Nigel is Director of the Centre for Internet Safety, University of Canberra and for nearly five years was the Team Leader investigations at the Australian High Tech Crime Centre. He has published two books on the international dimension of cyber crime and lectures widely at Australian academic institutions. Follow Nigel on twitter @nphair

Digital content is the foundation of modern society and the NBN will deliver it super-fast to everyone’s door.  It is in such matter that knowledge is stored and subsequently extracted and exploited, often resulting in social and productivity gains.  It is therefore crucial for this resource to be readily and reliably accessible and for every step in its lifecycle to be adequately supported and enhanced in response to changes in the technology landscape.

With the roll out of trans-national networks comes further creation of content and the subsequent increase in demand – build it and the digital citizen will come.
But what to make of all this new information and how do we protect it?  Data analysis is required to keep pace with the rate of growth of information streams and collection.  This enables novel forms of real time intelligence that only become possible from extremely large data volumes (think Facebook and Google).

But it is not all plain sailing.  Problems with creating the digital society include insufficient R & D; divergent answers to addressing online societal challenges; lack of skills; and, at the end of the spectrum, rising cybercrime and low consumer trust.
These problems are exacerbated by the growth of organisational information, multi-modal information, unstructured data, complexity and interoperability, and even external shocks, like the ongoing global financial crisis.

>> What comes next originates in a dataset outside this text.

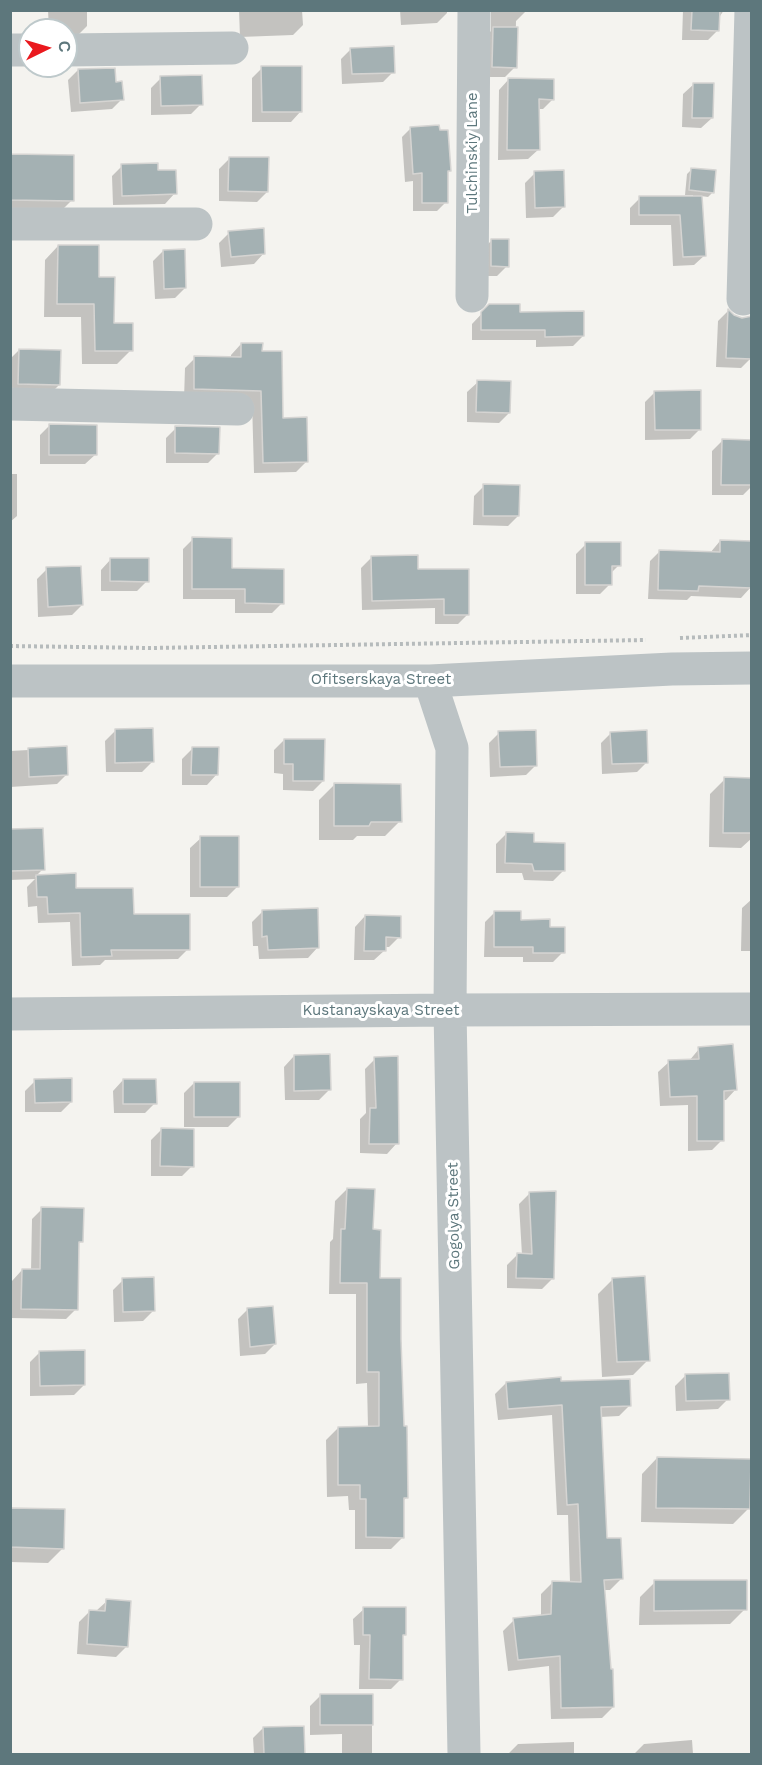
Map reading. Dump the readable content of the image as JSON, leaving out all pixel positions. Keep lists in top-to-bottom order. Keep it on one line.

The business models of Facebook, Google and others rely on transacting (for profit) the data of their users.  Yet these users are unable to push these big players to use their personal data in accordance with data protection rules (think PCI DSS).

Innovators have been able to tap into data and add value beyond its original purposes through data analysis and the ability to reuse and exploit data resources created in one environment for other distant contexts.

Intelligent information management occurs from creating reactive algorithms, solid infrastructure and methodologies that scale extremely large data volumes in real time.

The modern digital citizen will have their life enhanced by having value created through data collection and analysis, but only if it respects their rights and privacy concerns.  Increased economic value of data resources can only occur through the creation of standards for validation, provenance, accountability, access and privacy control.  Self-regulation has not worked to date, meaning the current light-touch of government needs to be readdressed if the goal of the competent, safe and secure digital citizen is to be achieved.

The Internet is a global driver for positive developments and is a key driver in how different societal actors influence us.  The developments that occur, including the aggregation and analysis of data, are not subject to democratic decisions.  To govern the Internet requires global standards. The digital citizen must demand them.